In his memoranda the President refers to his January 12, 2018 outline to adjust flaws in the JCPOA by May 12th and indicates that this withdrawal is a result of that change not taking place.
The Memoranda directs the re-imposition of all United States sanctions lifted or waved by the JCPOA and will include those under “the National Defense Authorization Act for Fiscal Year 2012, The Iran Sanctions Act of 1996, The Iran Threat Reduction and Syria Human Rights Act of 2012, and the Iran Freedom and counter-proliferation Act of 2012.”
There will be a two phase "wind-down" period to be coordinated by the Secretary of State and the Secretary of the Treasury,
“After the 90-day wind down period ends on August 6, 2018, the U.S. government will re-impose the following sanctions that were lifted pursuant to the JCPOA, including sanctions on associated services related to the activities below:
- The purchase or acquisition of U.S. dollar banknotes by the Government of Iran
- Iran’s trade in gold or precious metals
- The direct or indirect sale, supply, or transfer to or from Iran of graphite, raw, or semi-finished metals such as aluminum and steel, coal, and software for integrating industrial processes
- Significant transactions related to the purchase or sale of Iranian rials, or the maintenance of significant funds or accounts outside the territory of Iran denominated in the Iranian rial
- The purchase, subscription to, or facilitation of the issuance of Iranian sovereign debt
- Iran’s automotive sector.
In addition, following the 90-day wind-down period that ends on August 6, 2018, the U.S. government will revoke the following JCPOA-related authorizations under U.S. primary sanctions regarding Iran:
- The importation into the United States of Iranian-origin carpets and foodstuffs and certain related financial transactions pursuant to general licenses under the Iranian Transactions and Sanctions Regulations, 31 C.F.R. part 560 (ITSR)
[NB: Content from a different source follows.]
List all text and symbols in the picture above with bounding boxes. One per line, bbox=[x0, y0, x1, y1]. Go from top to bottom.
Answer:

- Activities undertaken pursuant to specific licenses issued in connection with the Statement of Licensing Policy for Activities Related to the Export or Re-export to Iran of Commercial Passenger Aircraft and Related Parts and Services (JCPOA SLP)
- Activities undertaken pursuant to General License I relating to contingent contracts for activities eligible for authorization under the JCPOA SLP”
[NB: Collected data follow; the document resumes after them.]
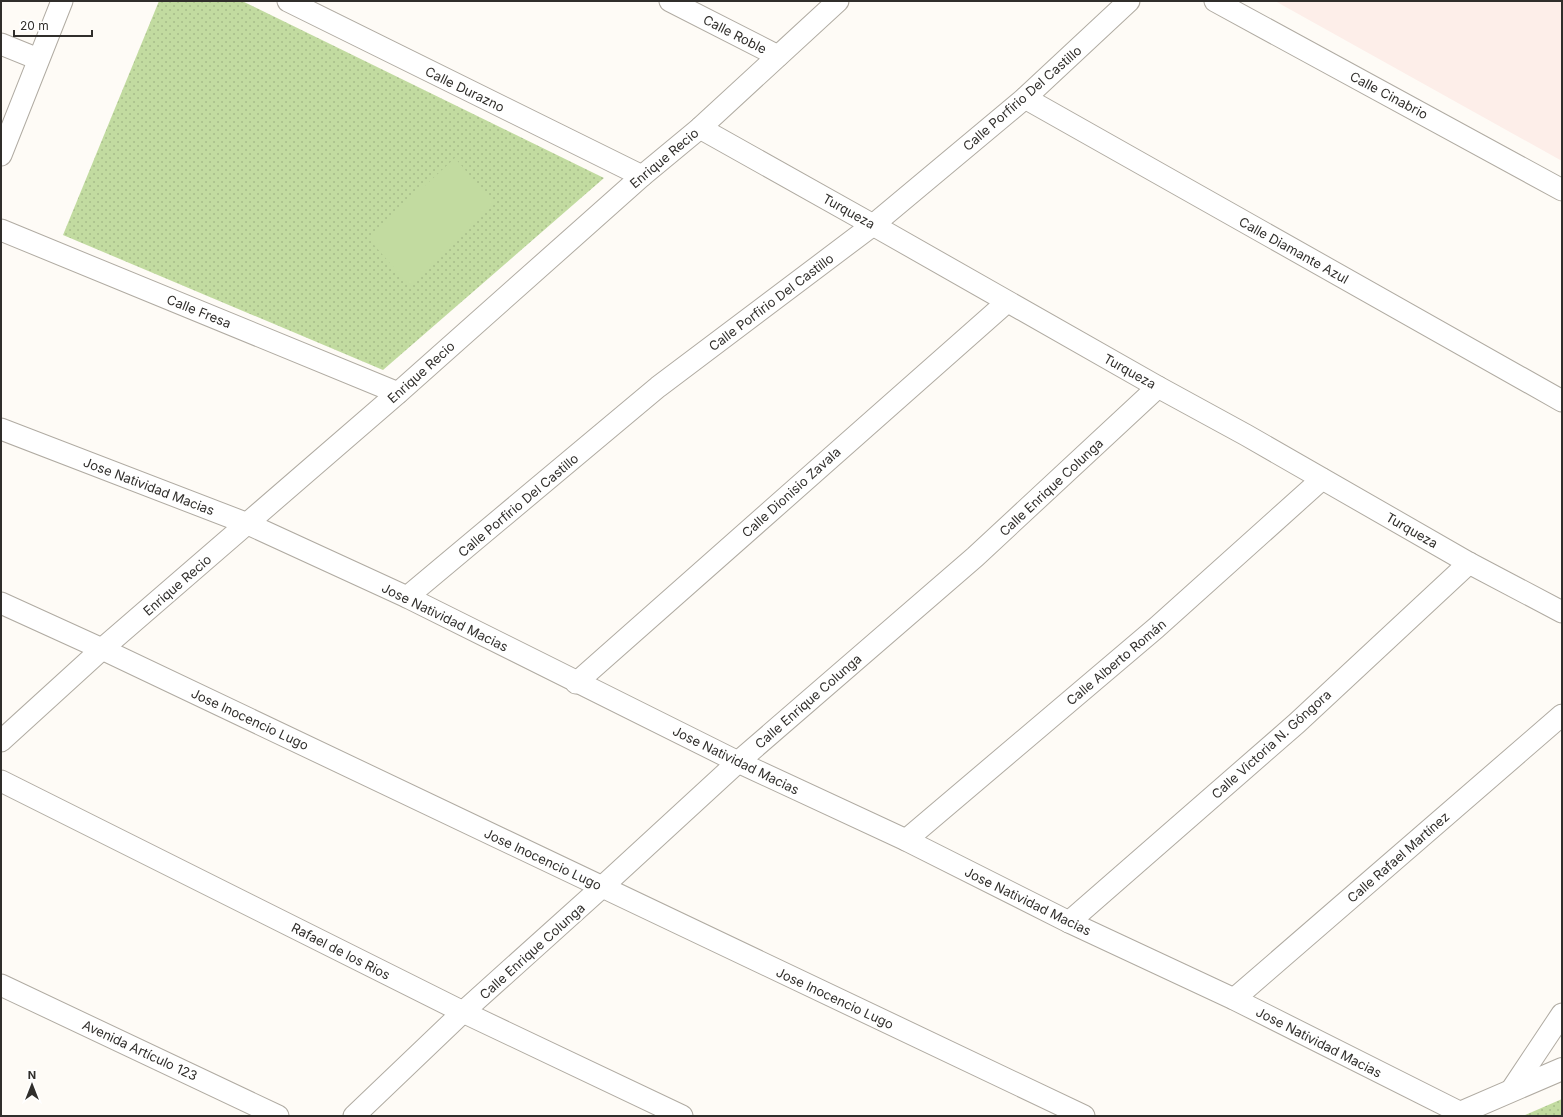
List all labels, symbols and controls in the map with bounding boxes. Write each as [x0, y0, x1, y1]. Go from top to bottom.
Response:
street label: Calle Roble [701, 11, 769, 57]
scale bar [14, 12, 92, 38]
text: 20 m [20, 18, 49, 33]
street label: Calle Porfirio Del Castillo [959, 42, 1085, 154]
street label: Calle Durazno [423, 63, 507, 115]
street label: Calle Cinabrio [1347, 68, 1431, 122]
street label: Enrique Recio [626, 125, 702, 191]
street label: Turqueza [820, 190, 878, 232]
street label: Calle Diamante Azul [1236, 213, 1352, 287]
street label: Calle Porfirio Del Castillo [705, 250, 837, 354]
street label: Calle Fresa [164, 291, 234, 331]
street label: Enrique Recio [384, 338, 458, 406]
street label: Turqueza [1101, 350, 1159, 392]
street label: Calle Enrique Colunga [996, 435, 1106, 539]
street label: Calle Dionisio Zavala [738, 443, 844, 541]
street label: Calle Porfirio Del Castillo [455, 450, 582, 560]
street label: Jose Natividad Macias [81, 454, 217, 518]
street label: Turqueza [1383, 509, 1441, 551]
street label: Enrique Recio [140, 551, 214, 619]
street label: Jose Natividad Macias [379, 579, 511, 655]
street label: Calle Alberto Román [1063, 616, 1169, 708]
street label: Calle Enrique Colunga [751, 650, 865, 752]
street label: Jose Inocencio Lugo [189, 685, 311, 753]
street label: Calle Victoria N. Góngora [1208, 686, 1334, 802]
street label: Jose Natividad Macias [670, 722, 802, 798]
street label: Calle Rafael Martínez [1344, 808, 1452, 906]
street label: Jose Inocencio Lugo [482, 825, 604, 893]
street label: Jose Natividad Macias [962, 863, 1094, 939]
street label: Calle Enrique Colunga [476, 900, 588, 1002]
street label: Rafael de los Rios [289, 919, 393, 983]
street label: Jose Inocencio Lugo [774, 964, 896, 1032]
street label: Jose Natividad Macias [1253, 1003, 1385, 1081]
street label: Avenida Artículo 123 [80, 1016, 200, 1084]
north arrow [12, 1065, 52, 1105]
text: N [28, 1068, 36, 1082]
“Following the 180-day wind-down period ending on November 4, 2018, the U.S. government will re-impose the following sanctions that were lifted pursuant to the JCPOA, including sanctions on associated services related to the activities below:
- Sanctions on Iran’s port operators, and shipping and shipbuilding sectors, including on the Islamic Republic of Iran Shipping Lines (IRISL), South Shipping Line Iran, or their affiliates
- Sanctions on petroleum-related transactions with, among others, the National Iranian Oil Company (NIOC), Naftiran Intertrade Company (NICO), and National Iranian Tanker Company (NITC), including the purchase of petroleum, petroleum products, or petrochemical products from Iran
- Sanctions on transactions by foreign financial institutions with the Central Bank of Iran and designated Iranian financial institutions under Section 1245 of the National Defense Authorization Act for Fiscal Year 2012 (NDAA)
- Sanctions on the provision of specialized financial messaging services to the Central Bank of Iran and Iranian financial institutions described in Section 104(c)(2)(E)(ii) of the Comprehensive Iran Sanctions and Divestment Act of 2010 (CISADA)
- Sanctions on the provision of underwriting services, insurance, or reinsurance
- Sanctions on Iran’s energy sector.”
Effective November 5, 2018 the U.S. government will revoke the authorization for U.S.-owned or -controlled foreign entities to wind down certain activities with the Government of Iran or persons subject to the jurisdiction of the Government of Iran that were previously authorized pursuant to General License H. In addition, it will re-impose the sanctions that applied to persons removed from the List of Specially Designated Nationals and Blocked Persons (SDN List) and/or other lists maintained by the U.S. government on January 16, 2016.
Persons and companies engaged in the above listed activities should take the necessary steps to wind down their involvement to avoid sanctions or enforcement action.